### Stored dataset items
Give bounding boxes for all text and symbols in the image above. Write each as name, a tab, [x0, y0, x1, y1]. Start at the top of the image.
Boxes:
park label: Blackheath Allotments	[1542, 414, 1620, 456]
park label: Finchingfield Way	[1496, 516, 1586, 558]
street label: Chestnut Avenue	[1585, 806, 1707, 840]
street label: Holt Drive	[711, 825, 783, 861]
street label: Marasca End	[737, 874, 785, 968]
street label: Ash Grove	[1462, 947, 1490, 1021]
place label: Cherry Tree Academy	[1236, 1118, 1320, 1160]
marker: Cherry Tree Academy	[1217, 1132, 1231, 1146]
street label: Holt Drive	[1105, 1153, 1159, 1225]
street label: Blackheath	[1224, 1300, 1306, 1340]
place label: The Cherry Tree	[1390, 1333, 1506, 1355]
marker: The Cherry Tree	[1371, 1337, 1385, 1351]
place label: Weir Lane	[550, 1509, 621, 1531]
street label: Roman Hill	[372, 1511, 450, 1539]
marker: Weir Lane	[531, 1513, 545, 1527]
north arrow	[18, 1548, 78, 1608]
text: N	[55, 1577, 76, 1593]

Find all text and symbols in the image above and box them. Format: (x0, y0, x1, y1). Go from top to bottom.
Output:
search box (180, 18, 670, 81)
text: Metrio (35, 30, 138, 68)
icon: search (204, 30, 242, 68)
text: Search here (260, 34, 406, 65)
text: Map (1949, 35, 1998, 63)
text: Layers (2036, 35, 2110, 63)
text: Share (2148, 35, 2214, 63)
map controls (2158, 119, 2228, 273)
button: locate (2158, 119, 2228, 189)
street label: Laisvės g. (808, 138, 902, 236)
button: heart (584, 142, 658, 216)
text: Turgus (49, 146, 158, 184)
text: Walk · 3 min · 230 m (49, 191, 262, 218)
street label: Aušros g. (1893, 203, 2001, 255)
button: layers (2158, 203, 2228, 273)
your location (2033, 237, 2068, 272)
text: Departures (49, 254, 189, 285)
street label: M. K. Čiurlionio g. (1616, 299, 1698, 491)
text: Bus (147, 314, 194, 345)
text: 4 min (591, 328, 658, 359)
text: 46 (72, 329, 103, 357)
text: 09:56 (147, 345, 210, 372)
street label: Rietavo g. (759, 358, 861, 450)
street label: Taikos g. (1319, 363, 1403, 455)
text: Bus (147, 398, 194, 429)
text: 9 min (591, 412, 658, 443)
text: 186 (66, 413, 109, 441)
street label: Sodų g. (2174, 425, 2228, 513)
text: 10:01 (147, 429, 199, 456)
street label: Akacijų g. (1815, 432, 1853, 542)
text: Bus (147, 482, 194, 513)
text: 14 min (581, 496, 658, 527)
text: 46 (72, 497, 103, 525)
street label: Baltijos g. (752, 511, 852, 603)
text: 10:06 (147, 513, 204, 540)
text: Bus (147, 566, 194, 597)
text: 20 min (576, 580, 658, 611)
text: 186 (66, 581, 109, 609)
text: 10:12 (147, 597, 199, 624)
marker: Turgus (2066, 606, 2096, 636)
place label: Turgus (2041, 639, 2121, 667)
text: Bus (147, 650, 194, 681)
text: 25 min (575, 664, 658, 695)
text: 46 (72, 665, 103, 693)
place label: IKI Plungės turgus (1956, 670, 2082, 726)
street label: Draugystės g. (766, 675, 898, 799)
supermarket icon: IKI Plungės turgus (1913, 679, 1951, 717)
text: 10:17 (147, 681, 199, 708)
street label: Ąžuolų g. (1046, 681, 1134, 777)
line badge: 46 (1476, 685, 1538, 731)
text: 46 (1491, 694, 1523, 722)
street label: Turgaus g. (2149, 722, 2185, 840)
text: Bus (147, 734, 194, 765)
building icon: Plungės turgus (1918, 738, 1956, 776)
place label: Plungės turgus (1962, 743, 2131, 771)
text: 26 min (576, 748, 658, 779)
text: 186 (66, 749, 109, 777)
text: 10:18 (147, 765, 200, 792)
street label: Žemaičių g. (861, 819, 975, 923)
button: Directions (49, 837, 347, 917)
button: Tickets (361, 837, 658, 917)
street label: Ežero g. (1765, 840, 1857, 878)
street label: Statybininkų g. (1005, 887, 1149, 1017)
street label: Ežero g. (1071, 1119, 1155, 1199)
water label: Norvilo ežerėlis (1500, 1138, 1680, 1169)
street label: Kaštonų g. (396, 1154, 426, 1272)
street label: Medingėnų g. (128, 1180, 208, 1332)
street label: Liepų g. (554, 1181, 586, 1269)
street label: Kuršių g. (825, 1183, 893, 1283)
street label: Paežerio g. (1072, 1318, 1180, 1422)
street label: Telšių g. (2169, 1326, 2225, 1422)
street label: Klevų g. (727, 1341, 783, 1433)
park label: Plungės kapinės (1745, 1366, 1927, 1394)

### WHAT NEEDS TO BE DONE
Please set down all the data word for word.

### TASK RESPONSE
Give bounding boxes for all text and symbols in the image above. Write each as name, a tab, [x0, y0, x1, y1]. Start at the top of the image.
Boxes:
park label: Blackheath Allotments	[1542, 414, 1620, 456]
park label: Finchingfield Way	[1496, 516, 1586, 558]
street label: Chestnut Avenue	[1585, 806, 1707, 840]
street label: Holt Drive	[711, 825, 783, 861]
street label: Marasca End	[737, 874, 785, 968]
street label: Ash Grove	[1462, 947, 1490, 1021]
place label: Cherry Tree Academy	[1236, 1118, 1320, 1160]
marker: Cherry Tree Academy	[1217, 1132, 1231, 1146]
street label: Holt Drive	[1105, 1153, 1159, 1225]
street label: Blackheath	[1224, 1300, 1306, 1340]
place label: The Cherry Tree	[1390, 1333, 1506, 1355]
marker: The Cherry Tree	[1371, 1337, 1385, 1351]
place label: Weir Lane	[550, 1509, 621, 1531]
street label: Roman Hill	[372, 1511, 450, 1539]
marker: Weir Lane	[531, 1513, 545, 1527]
north arrow	[18, 1548, 78, 1608]
text: N	[55, 1577, 76, 1593]

Find all text and symbols in the image above and box them. Format: (x0, y0, x1, y1). Go from top to bottom.
Output:
search box (180, 18, 670, 81)
text: Metrio (35, 30, 138, 68)
icon: search (204, 30, 242, 68)
text: Search here (260, 34, 406, 65)
text: Map (1949, 35, 1998, 63)
text: Layers (2036, 35, 2110, 63)
text: Share (2148, 35, 2214, 63)
map controls (2158, 119, 2228, 273)
button: locate (2158, 119, 2228, 189)
street label: Laisvės g. (808, 138, 902, 236)
button: heart (584, 142, 658, 216)
text: Turgus (49, 146, 158, 184)
text: Walk · 3 min · 230 m (49, 191, 262, 218)
street label: Aušros g. (1893, 203, 2001, 255)
button: layers (2158, 203, 2228, 273)
your location (2033, 237, 2068, 272)
text: Departures (49, 254, 189, 285)
street label: M. K. Čiurlionio g. (1616, 299, 1698, 491)
text: Bus (147, 314, 194, 345)
text: 4 min (591, 328, 658, 359)
text: 46 (72, 329, 103, 357)
text: 09:56 (147, 345, 210, 372)
street label: Rietavo g. (759, 358, 861, 450)
street label: Taikos g. (1319, 363, 1403, 455)
text: Bus (147, 398, 194, 429)
text: 9 min (591, 412, 658, 443)
text: 186 (66, 413, 109, 441)
street label: Sodų g. (2174, 425, 2228, 513)
text: 10:01 (147, 429, 199, 456)
street label: Akacijų g. (1815, 432, 1853, 542)
text: Bus (147, 482, 194, 513)
text: 14 min (581, 496, 658, 527)
text: 46 (72, 497, 103, 525)
street label: Baltijos g. (752, 511, 852, 603)
text: 10:06 (147, 513, 204, 540)
text: Bus (147, 566, 194, 597)
text: 20 min (576, 580, 658, 611)
text: 186 (66, 581, 109, 609)
text: 10:12 (147, 597, 199, 624)
marker: Turgus (2066, 606, 2096, 636)
place label: Turgus (2041, 639, 2121, 667)
text: Bus (147, 650, 194, 681)
text: 25 min (575, 664, 658, 695)
text: 46 (72, 665, 103, 693)
place label: IKI Plungės turgus (1956, 670, 2082, 726)
street label: Draugystės g. (766, 675, 898, 799)
supermarket icon: IKI Plungės turgus (1913, 679, 1951, 717)
text: 10:17 (147, 681, 199, 708)
street label: Ąžuolų g. (1046, 681, 1134, 777)
line badge: 46 (1476, 685, 1538, 731)
text: 46 (1491, 694, 1523, 722)
street label: Turgaus g. (2149, 722, 2185, 840)
text: Bus (147, 734, 194, 765)
building icon: Plungės turgus (1918, 738, 1956, 776)
place label: Plungės turgus (1962, 743, 2131, 771)
text: 26 min (576, 748, 658, 779)
text: 186 (66, 749, 109, 777)
text: 10:18 (147, 765, 200, 792)
street label: Žemaičių g. (861, 819, 975, 923)
button: Directions (49, 837, 347, 917)
button: Tickets (361, 837, 658, 917)
street label: Ežero g. (1765, 840, 1857, 878)
street label: Statybininkų g. (1005, 887, 1149, 1017)
street label: Ežero g. (1071, 1119, 1155, 1199)
water label: Norvilo ežerėlis (1500, 1138, 1680, 1169)
street label: Kaštonų g. (396, 1154, 426, 1272)
street label: Medingėnų g. (128, 1180, 208, 1332)
street label: Liepų g. (554, 1181, 586, 1269)
street label: Kuršių g. (825, 1183, 893, 1283)
street label: Paežerio g. (1072, 1318, 1180, 1422)
street label: Telšių g. (2169, 1326, 2225, 1422)
street label: Klevų g. (727, 1341, 783, 1433)
park label: Plungės kapinės (1745, 1366, 1927, 1394)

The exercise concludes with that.